Sachsenring: Die 1:33,12 des 570S dürften nicht der Rede wert sein. Viel spannender ist, wie nahe der Artura dem 720er und 750er kommt. Beim Einrollen wird schon klar: Ganz ohne Traktionskontrolle kommen wir heute nicht auf gute Zeiten. Die Pirellis sind etwas zu schwach für die 700 PS, zu viel Unter- und Übersteuern. Doch mit der VDC-Stufe 10 wird einem gut geholfen. Zusammen mit einem frischen Satz Corsas geht es in die schnelle Runde. Spätes, starkes Anbremsen, nicht optimal. Auch hier verliert man mit zu früh regelndem ABS einige Meter.

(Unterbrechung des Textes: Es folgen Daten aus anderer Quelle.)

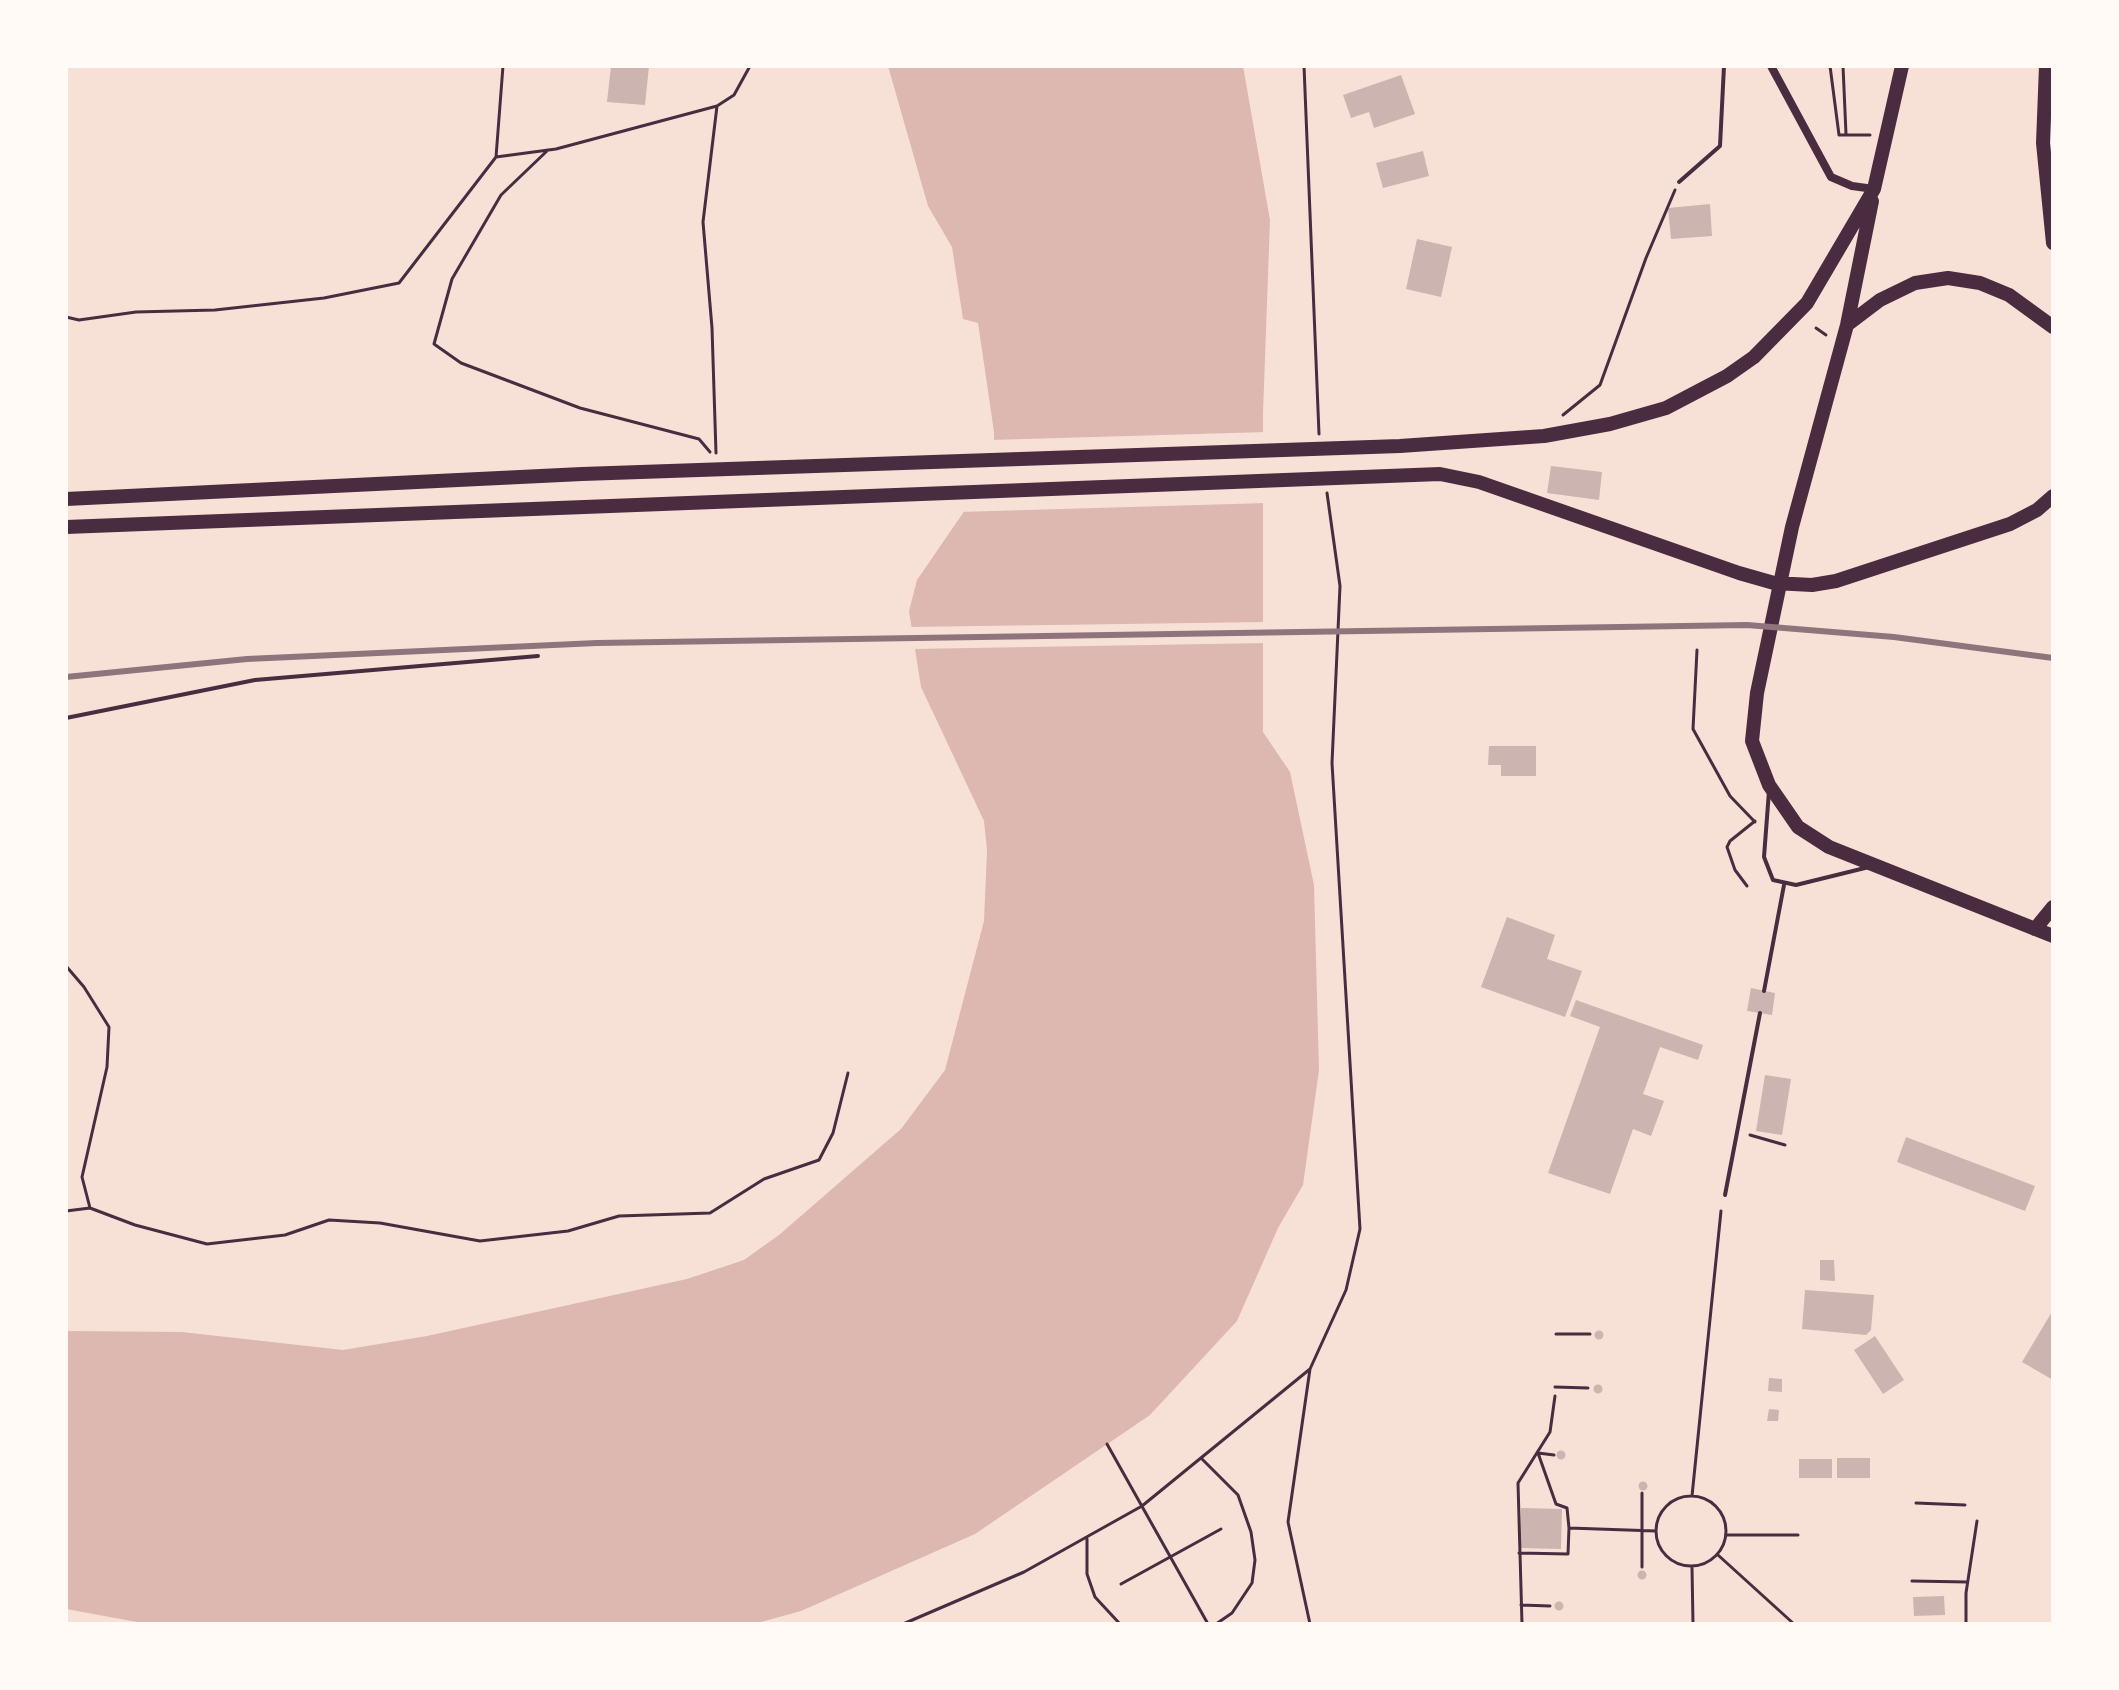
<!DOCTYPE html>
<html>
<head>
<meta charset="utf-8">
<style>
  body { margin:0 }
  #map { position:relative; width:2119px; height:1690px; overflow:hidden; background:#f7e1d7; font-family:"Roboto Condensed",sans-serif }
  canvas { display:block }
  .frame { position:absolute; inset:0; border:68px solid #fffaf5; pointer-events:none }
</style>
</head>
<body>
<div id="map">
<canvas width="2119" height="1690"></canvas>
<div class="frame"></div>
</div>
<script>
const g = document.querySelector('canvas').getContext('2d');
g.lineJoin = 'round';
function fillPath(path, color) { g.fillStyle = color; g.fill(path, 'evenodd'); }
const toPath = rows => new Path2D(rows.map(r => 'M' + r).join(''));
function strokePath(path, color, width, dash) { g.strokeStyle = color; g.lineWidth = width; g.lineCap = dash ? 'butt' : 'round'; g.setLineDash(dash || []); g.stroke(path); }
const water = toPath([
  [888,66,1243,66,1270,220,1263,413,1263,732,1290,772,1314,885,1319,1070,1303,1185,1278,1228,1237,1321,1150,1415,975,1534,801,1611,754,1624,148,1624,66,1609,66,1331,182,1332,343,1350,427,1336,687,1279,744,1260,779,1235,901,1129,945,1070,984,921,987,850,984,821,921,687,909,611,917,580,963,513,994,452,994,432,978,323,963,319,952,247,928,206]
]);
const pier = toPath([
  [1267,432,1267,503,958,512,990,451,990,440],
  [1267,622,1267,643,911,649,908,627]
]);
const building = toPath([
  [611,66,649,66,645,105,607,102],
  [1401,75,1415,114,1374,128,1369,112,1351,118,1343,95],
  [1423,151,1429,176,1383,188,1376,163],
  [1710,204,1712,236,1671,239,1668,208],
  [1417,239,1452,247,1441,297,1406,289],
  [1551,466,1602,472,1599,500,1547,493],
  [1489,746,1536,746,1536,776,1501,776,1501,765,1488,765],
  [1507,917,1555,935,1547,959,1582,971,1565,1017,1481,987],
  [1751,988,1775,993,1772,1015,1747,1011],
  [1576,1000,1703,1045,1698,1060,1660,1047,1643,1094,1664,1101,1651,1136,1633,1129,1610,1194,1548,1173,1600,1027,1570,1016],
  [1765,1075,1791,1079,1782,1135,1756,1131],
  [1906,1137,2035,1186,2025,1211,1897,1162],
  [1820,1260,1834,1260,1835,1281,1820,1280],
  [1805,1290,1874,1295,1871,1330,1866,1335,1802,1329],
  [2053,1310,2053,1380,2022,1362],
  '1594.5 1335a4.5 4.5 0 1 1 9 0a4.5 4.5 0 1 1-9 0Z',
  [1875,1336,1904,1380,1883,1394,1854,1350],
  [1769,1378,1782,1379,1782,1392,1768,1391],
  '1593.5 1389a4.5 4.5 0 1 1 9 0a4.5 4.5 0 1 1-9 0Z',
  [1769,1409,1779,1410,1778,1421,1767,1421],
  '1556.5 1455a4.5 4.5 0 1 1 9 0a4.5 4.5 0 1 1-9 0Z',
  [1837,1458,1870,1458,1870,1478,1837,1478],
  [1799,1459,1832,1459,1832,1478,1799,1478],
  '1638.5 1486a4.5 4.5 0 1 1 9 0a4.5 4.5 0 1 1-9 0Z',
  [1521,1508,1562,1509,1561,1549,1520,1548],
  '1637.5 1575a4.5 4.5 0 1 1 9 0a4.5 4.5 0 1 1-9 0Z',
  [1944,1596,1945,1615,1914,1616,1913,1597],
  '1554.5 1606a4.5 4.5 0 1 1 9 0a4.5 4.5 0 1 1-9 0Z'
]);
const path = toPath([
  [1304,66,1319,434],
  [1830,66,1839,135,1870,135],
  [1843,66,1846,134],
  [548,150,501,195,452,279,434,344,461,363,580,408,699,439,710,452],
  [496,157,556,149,717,106,734,95,750,66],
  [66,317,79,320,136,312,215,310,324,298,399,283,496,157,503,66],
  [1816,328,1826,335],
  [1563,415,1600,385,1646,258,1675,190],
  [716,453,712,328,703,222,717,106],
  [1697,650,1693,729,1730,796,1755,822],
  [1747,886,1735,870,1727,847,1730,841,1755,821],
  [66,966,84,987,109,1027,107,1067,82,1177,90,1208,135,1225,207,1244,285,1235,329,1220,380,1223,480,1241,568,1231,619,1216,710,1213,764,1179,819,1160,833,1133,848,1073],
  [1750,1135,1785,1145],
  [66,1211,90,1208],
  [1556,1334,1590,1334],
  [1310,1369,1288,1522,1310,1624],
  [1555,1387,1588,1388],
  [1107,1444,1208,1624],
  [1554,1455,1538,1453,1556,1504,1567,1508,1569,1528,1656,1531],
  [1201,1458,1238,1495,1251,1532,1255,1560,1252,1583,1232,1613,1216,1624],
  '1656 1531a35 35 0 1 1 70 0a35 35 0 1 1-70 0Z',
  [1692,1496,1721,1211],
  [1916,1503,1965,1505],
  [1727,1535,1798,1535],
  [1087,1539,1087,1574,1095,1597,1120,1624],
  [1519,1553,1568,1554,1569,1528],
  [1718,1555,1794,1624],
  [1642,1567,1642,1493],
  [1692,1567,1693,1624],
  [1912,1581,1967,1582],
  [1121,1584,1221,1529],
  [1521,1605,1550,1606],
  [903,1624,1024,1572,1142,1506,1310,1369,1346,1290,1360,1229,1332,763,1340,586,1327,493],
  [1522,1624,1518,1483,1550,1432,1555,1396],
  [1966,1624,1966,1593,1977,1521]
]);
const service = toPath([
  [1679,182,1720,146,1724,66],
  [66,718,255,680,538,656],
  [1769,791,1764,857,1773,880,1796,885,1869,867],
  [1764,991,1784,885],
  [1725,1195,1760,1013]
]);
const minor = toPath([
  [1771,66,1831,177,1852,186,1874,189]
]);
const primary = toPath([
  [2046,66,2043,143,2053,243],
  [1872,201,1847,325,1792,527,1757,693,1752,741,1769,785,1798,827,1829,847,2053,936],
  [1847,325,1880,300,1915,283,1948,278,1980,283,2009,295,2053,327],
  [66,499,582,474,1400,446,1544,436,1610,424,1666,408,1727,376,1754,357,1807,303,1874,189,1902,66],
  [66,527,1440,474,1479,482,1739,573,1774,583,1812,585,1836,581,2010,524,2037,510,2053,496],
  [2035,929,2053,907]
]);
const rail = toPath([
  [66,677,247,659,597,643,1747,625,1894,637,2053,658]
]);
fillPath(water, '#dcb8b0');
fillPath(pier, '#f7e1d7');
fillPath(building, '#ccb4b1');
strokePath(path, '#4a2c40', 3);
strokePath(service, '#4a2c40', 4);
strokePath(minor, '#4a2c40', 8);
strokePath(primary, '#4a2c40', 14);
strokePath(rail, '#8f747c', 6);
</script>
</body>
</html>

Mit Leichtigkeit und ohne einen Schlenker biegt der Artura hinunter ins Omega. Dort hilft vor allem die Traktionskontrolle, sie regelt kaum spürbar mit. Subjektiv liegt der Brite hier so satt wie 720 und 750S. Das Getriebe arbeitet grandios, die Lenkung präzise und feinfühlig, das Triebwerk hängt fein am Gas. In der Sachsenkurve will der Artura mit Lenkrad und Bremse in die richtige Lage gedrückt werden. Das macht Spaß, kostet aber Zeit. Dennoch, am Ende sind wir überrascht, dass ihm nur eine Zehntel auf den 720S fehlt.
Trotz der technischen Ähnlichkeiten zum 296 GTB fühlt sich der Artura analoger, geerdeter an als der Ferrari. Im Briten fährt man mehr selber, im Italiener herrscht die Technik. Fehlt zum perfekten Glück nur ein noch haftstärkerer Reifen.